Du côté de Claudia, si elle est être prête à faire des heures supplémentaires, ça ne sera pas à n’importe quel prix : « Tout dépend de comment la demande est formulée. J’ai déjà liquidé tous mes congés prévus en mai sur le mois d’avril, pour arranger ma boîte, donc je veux bien y mettre du mien parce que je sais qu’ils ont été cools sur mon salaire, mais il va falloir qu’ils reconnaissent nos efforts en retour, c’est donnant-donnant ».
Quelle que soit la taille et le secteur de l’entreprise, c’est la communication de crise qui a été déployée pendant le confinement qui serait le plus à même de déterminer l’implication des salariés en sortie de confinement. Pour autant, la situation actuelle du marché de l’emploi pourrait contraindre certains salariés à se plier aux exigences de leurs employeurs, qu’ils adhèrent à leur gestion de crise ou non.
Un marché de l’emploi en crise qui réduit les options
Avec une chute des déclarations d’embauche de plus d’un mois de presque 65% en avril, selon le baromètre économique des Urssaf, le marché de l’emploi subit de plein fouet les effets de la crise, et les jeunes, comme souvent, sont en première ligne, avec une baisse des offres d’emploi de 65% pour ceux ayant moins d’un an d’expérience selon l’APEC.
Dans ce contexte, certains salariés, notamment ceux qui n’ont pas beaucoup d’expérience, ou dont les secteurs ont été les plus affectés par la crise, ne vont pas avoir beaucoup d’options face à un employeur qui va leur demander de travailler plus pour soutenir l’entreprise. Et même si les managers ont intérêt à formuler les choses de la façon la plus bienveillante possible pour maintenir l’engagement des équipes, celles-ci seront plus à même de faire des compromis si elles n’ont pas de perspectives d’emploi ailleurs. Mais que les efforts soient consentis par empathie, ou subis, tous ne situent pas sur la même échelle de valeur. Ainsi, si certains salariés se disent prêts à étendre leurs horaires de travail s’il le faut, les vacances d’été, restent, elles, non négociables.
Faire plus d’heures oui, mais pas touche aux congés d’été
Les sacro-saints congés d’été, s’avèrent, cette année plus que jamais, indispensables au moral des salariés. Selon un sondage OpinionWay, 44% des Français qui avaient d’ailleurs prévu de partir cette année ont annoncé qu’ils maintenaient leurs projets de vacances. Après huit semaines de confinement, le besoin de s’aérer, de sortir de sa routine et de faire une pause sont fondamentaux. « Après avoir été enfermé pendant deux ou trois mois, on a tous besoin de prendre l’air et de penser à autre chose, explique la thérapeute Audrey Akoun. Notre cerveau va s’adapter à la reprise, de la même façon qu’il s’est adapté au confinement et à la privation de liberté, mais il faut lui laisser du temps.»

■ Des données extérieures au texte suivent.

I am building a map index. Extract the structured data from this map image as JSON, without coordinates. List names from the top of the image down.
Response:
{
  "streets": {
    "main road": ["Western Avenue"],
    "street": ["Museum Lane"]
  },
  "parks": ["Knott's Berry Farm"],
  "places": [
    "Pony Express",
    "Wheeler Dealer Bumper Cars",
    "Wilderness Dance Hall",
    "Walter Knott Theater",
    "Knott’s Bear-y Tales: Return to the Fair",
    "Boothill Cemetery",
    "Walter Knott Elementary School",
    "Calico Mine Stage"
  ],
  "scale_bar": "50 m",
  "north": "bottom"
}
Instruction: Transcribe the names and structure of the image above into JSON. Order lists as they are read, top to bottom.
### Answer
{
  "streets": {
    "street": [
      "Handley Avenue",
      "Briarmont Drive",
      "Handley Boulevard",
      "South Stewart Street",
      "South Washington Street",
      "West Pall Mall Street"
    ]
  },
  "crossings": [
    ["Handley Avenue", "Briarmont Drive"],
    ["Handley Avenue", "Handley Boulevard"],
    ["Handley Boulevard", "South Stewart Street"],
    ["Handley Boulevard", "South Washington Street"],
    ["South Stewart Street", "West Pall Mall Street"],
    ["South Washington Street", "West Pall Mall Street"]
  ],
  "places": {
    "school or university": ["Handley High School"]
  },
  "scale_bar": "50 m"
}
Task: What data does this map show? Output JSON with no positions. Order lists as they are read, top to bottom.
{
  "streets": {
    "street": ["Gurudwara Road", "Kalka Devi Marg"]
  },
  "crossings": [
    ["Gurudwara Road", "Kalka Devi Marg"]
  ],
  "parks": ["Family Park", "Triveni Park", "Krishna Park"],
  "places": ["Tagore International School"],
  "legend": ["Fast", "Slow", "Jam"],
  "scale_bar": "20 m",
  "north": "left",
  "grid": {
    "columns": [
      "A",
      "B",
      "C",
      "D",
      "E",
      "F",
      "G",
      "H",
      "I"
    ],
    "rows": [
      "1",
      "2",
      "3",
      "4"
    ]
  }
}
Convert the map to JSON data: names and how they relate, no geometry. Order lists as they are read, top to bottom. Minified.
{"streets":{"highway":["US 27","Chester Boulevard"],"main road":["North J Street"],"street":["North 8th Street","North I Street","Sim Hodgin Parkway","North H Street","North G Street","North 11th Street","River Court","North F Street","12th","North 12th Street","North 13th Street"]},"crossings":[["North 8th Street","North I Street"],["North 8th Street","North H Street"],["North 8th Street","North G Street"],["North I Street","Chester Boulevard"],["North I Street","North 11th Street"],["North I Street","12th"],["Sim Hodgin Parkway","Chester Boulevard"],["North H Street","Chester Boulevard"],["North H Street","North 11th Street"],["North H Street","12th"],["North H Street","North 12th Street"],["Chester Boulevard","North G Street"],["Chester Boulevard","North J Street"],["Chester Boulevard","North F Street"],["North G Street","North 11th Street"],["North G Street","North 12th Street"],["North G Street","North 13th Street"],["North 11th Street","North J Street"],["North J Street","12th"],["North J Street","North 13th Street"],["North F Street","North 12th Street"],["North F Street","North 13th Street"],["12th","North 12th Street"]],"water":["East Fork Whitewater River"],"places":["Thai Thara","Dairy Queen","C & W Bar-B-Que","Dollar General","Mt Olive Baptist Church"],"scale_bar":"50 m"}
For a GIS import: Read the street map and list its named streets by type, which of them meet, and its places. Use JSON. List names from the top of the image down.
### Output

Des congés bien mérités pour anticiper une reprise intensifiée en septembre ? Possible, surtout pour les secteurs dont l’activité est généralement à la baisse en juillet-août, et qui n’ont pas vraiment d’arguments crédibles pour toucher aux congés d’été de leurs salariés. Mélanie, elle, sait déjà que les mois de septembre et octobre seront intenses, et la pause estivale lui semble absolument indispensable pour « tenir le coup ».
Ainsi travailler plus, pourquoi pas, mais uniquement si le bien-être des salariés reste la ligne conductrice de la politique managériale, et que les efforts fournis par les employés sont reconnus à leur juste valeur. Donnant-donnant, comme dirait Claudia.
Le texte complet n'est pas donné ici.